Misurasalute

Come stai? Come ti senti?
Test di autovalutazione per la salute


Verso la fine degli anni ottanta nel mondo anglosassone e nei paesi industrializzati incomincia a svilupparsi una nuova area di ricerca mirata a raccogliere informazioni coinvolgendo in modo attivo direttamente i pazienti (o cittadini).
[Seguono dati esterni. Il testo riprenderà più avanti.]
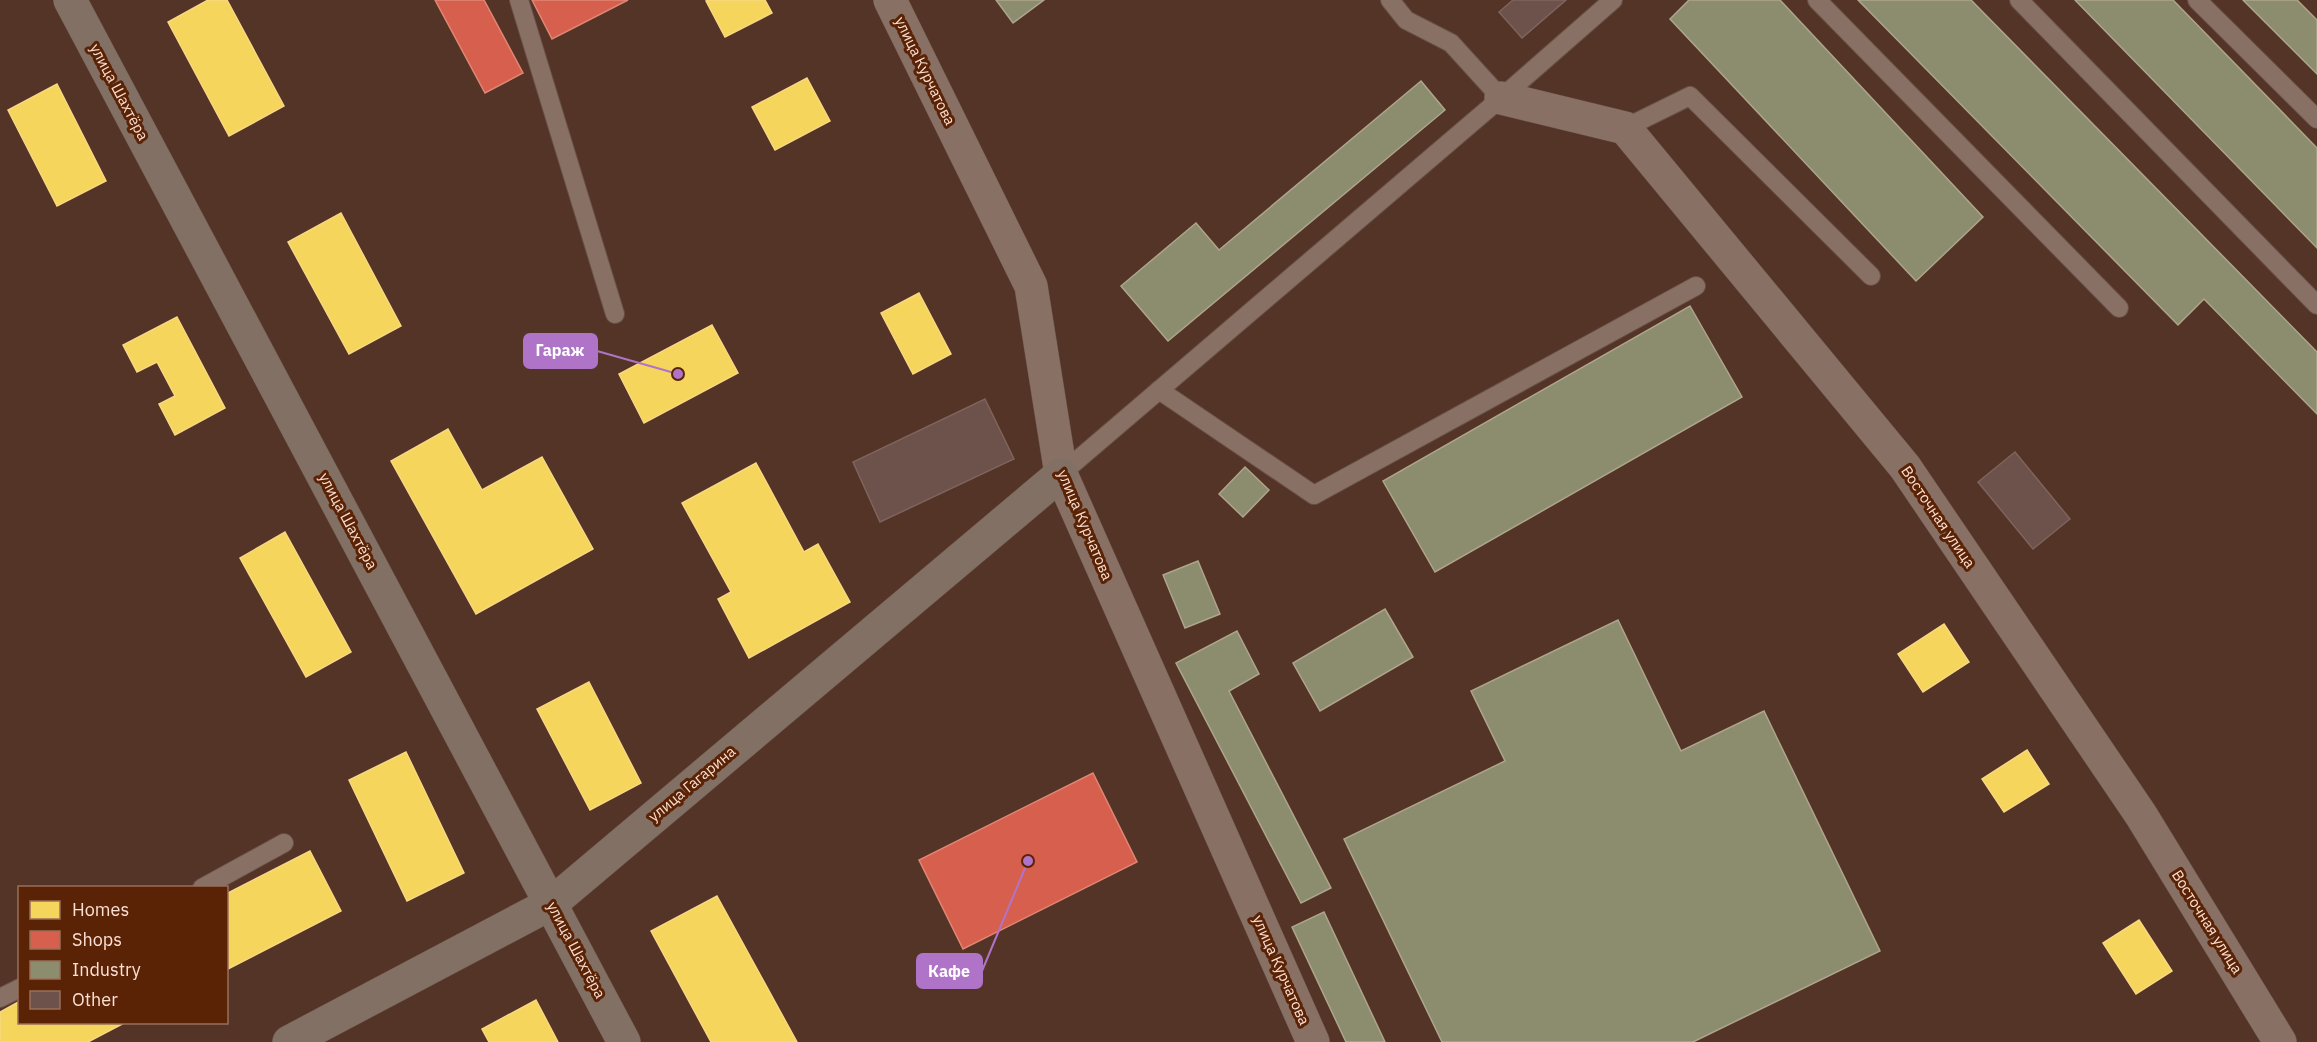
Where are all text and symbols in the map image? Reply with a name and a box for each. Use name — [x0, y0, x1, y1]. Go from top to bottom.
street label: улица Курчатова — [891, 13, 960, 128]
street label: улица Шахтёра — [86, 40, 153, 143]
callout: Гараж — [524, 334, 597, 368]
text: Гараж — [536, 340, 585, 360]
street label: Восточная улица — [1897, 462, 1980, 571]
street label: улица Курчатова — [1054, 467, 1117, 583]
street label: улица Шахтёра — [315, 469, 382, 572]
street label: улица Гагарина — [644, 742, 739, 826]
street label: Восточная улица — [2168, 866, 2247, 977]
legend — [18, 886, 228, 1024]
text: Homes — [72, 898, 129, 921]
street label: улица Шахтёра — [543, 898, 610, 1001]
street label: улица Курчатова — [1249, 912, 1314, 1028]
text: Shops — [72, 928, 122, 951]
callout: Кафе — [917, 954, 982, 988]
text: Industry — [72, 958, 141, 981]
text: Кафе — [928, 961, 970, 981]
text: Other — [72, 988, 118, 1011]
Si comincia a parlare, raccogliere dati e discutere di “qualità della vita”, di “soddisfazione”, di “autovalutazione del proprio stato di salute”. In questi stessi anni si sviluppano, prevalentemente in Inghilterra e negli Stati Uniti, un gran numero di strumenti per raccogliere queste informazioni attraverso test di autovalutazione (cioè test compilati direttamente da cittadini e pazienti.
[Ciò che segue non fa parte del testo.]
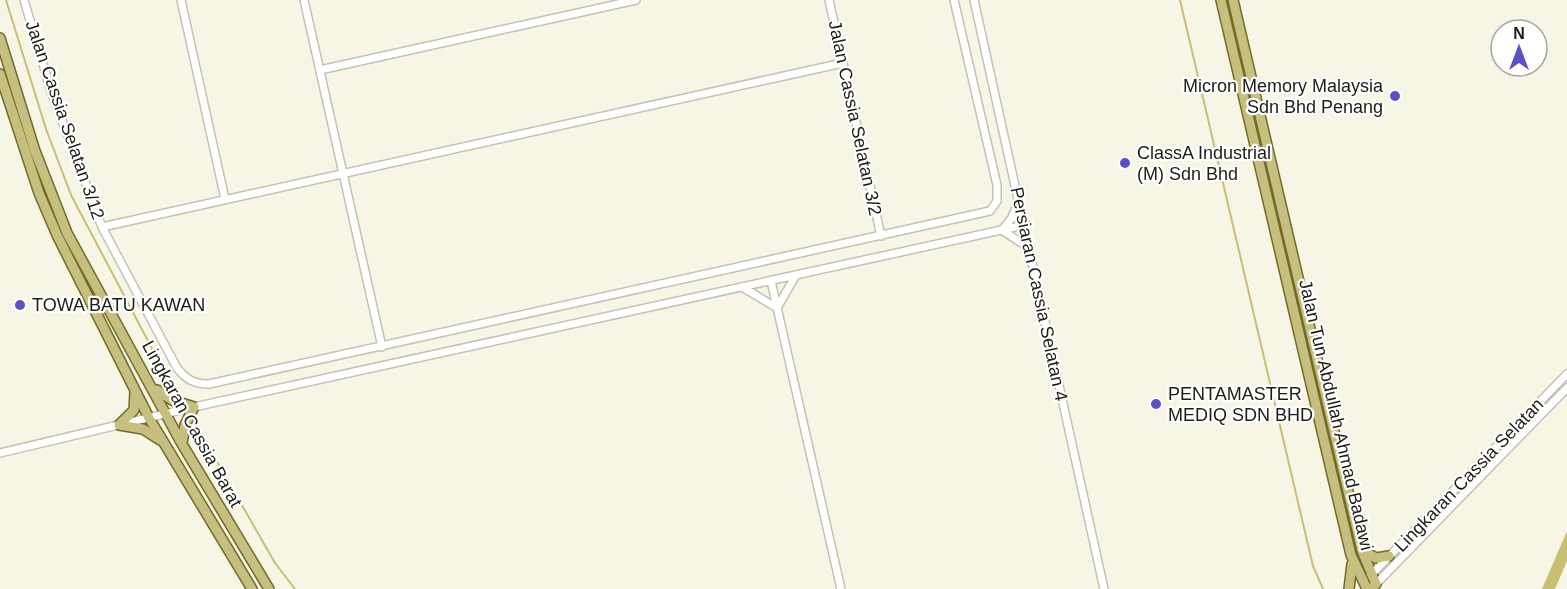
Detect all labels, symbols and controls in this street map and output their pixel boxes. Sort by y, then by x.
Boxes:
street label: Jalan Cassia Selatan 3/12 [22,18,108,222]
north arrow [1489,18,1549,78]
street label: Jalan Cassia Selatan 3/2 [825,19,885,217]
text: N [1513,25,1525,42]
place label: Micron Memory Malaysia Sdn Bhd Penang [1183,76,1384,117]
marker: Micron Memory Malaysia Sdn Bhd Penang [1388,89,1402,103]
place label: ClassA Industrial (M) Sdn Bhd [1137,143,1271,184]
marker: ClassA Industrial (M) Sdn Bhd [1118,156,1132,170]
street label: Persiaran Cassia Selatan 4 [1007,185,1071,403]
street label: Jalan Tun Abdullah Ahmad Badawi [1295,278,1377,552]
place label: TOWA BATU KAWAN [32,295,205,315]
marker: TOWA BATU KAWAN [13,298,27,312]
street label: Lingkaran Cassia Barat [138,337,246,511]
place label: PENTAMASTER MEDIQ SDN BHD [1168,384,1313,425]
street label: Lingkaran Cassia Selatan [1391,394,1547,556]
marker: PENTAMASTER MEDIQ SDN BHD [1149,397,1163,411]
Due tra i tanti - il questionario SF-36 [Health Survey Short Form] per la valutazione della salute in generale e il questionario PGWBI [Psychological General Well Being Index] per la valutazione del benessere psicologico emotivo - sono stati tradotti dall’inglese all’italiano e adattati culturalmente alla popolazione italiana. Questi due questionari sono stati, e sono tuttora, usati molto frequentemente in studi clinici (link glossario) ed epidemiologici (link glossario). Le domande, la struttura e la elaborazione dei dati in scale di valutazione sono stati messi a punto dopo molti anni di ricerca e molti studi che ne hanno documentano la forza e la robustezza. Inoltre per entrambi i questionari sono disponibili i dati raccolti su un campione rappresentativo della intera popolazione italiana (dati normativi). Questi dati vengono utilizzati per comparare tra loro i dati raccolti su casistiche di soggetti differenti e permettono di capire, rispetto alla popolazione generale italiana, dove le scale sono differenti e quanto grandi sono le differenze. Una documentazione più dettagliata e tecnica è a disposizione sul sito: http://crc.marionegri.it/qdv/

Cosa fare: se si vuole testare il proprio stato di salute generale attraverso le otto scale del questionario SF-36 [Attività fisica, Limitazioni delle attività specifiche del proprio ruolo, Dolore fisico, Salute in generale, Vitalità, Limitazioni nelle attività di tipo sociale, Limitazioni delle attività specifiche del proprio ruolo dovute a problemi emotivi, Salute mentale] o il proprio benessere psicologico-emotivo attraverso le sei scale del questionario PGWBI [Ansia, Depressione, Salute generale, Vitalità, Positività e Autocontrollo], bisogna rispondere a tutte le domande proposte. Per compilare ogni questionario ci vogliono non più di una decina di minuti. Le risposte verranno subito elaborate e i dati verranno presentati attraverso una breve e semplice spiegazione; inoltre i dati verranno confrontati con quelli della popolazione italiana di riferimento e sarà quindi più facile capire come si sta e come ci si sente.

IMPORTANTE: I dati non vengono registrati in nessun modo quindi la valutazione è del tutto anonima e riservata.


SALUTE IN GENERALE BENESSERE PSICOLOGICO
questionario PGWBI


Attenzione! Si ricorda che i due questionari e i loro risultati sono un importante aiuto per conoscere meglio come si sta ma non sostituiscono in alcun modo i pareri e le raccomandazioni del medico curante a cui si deve riferirsi per qualsiasi problema di salute.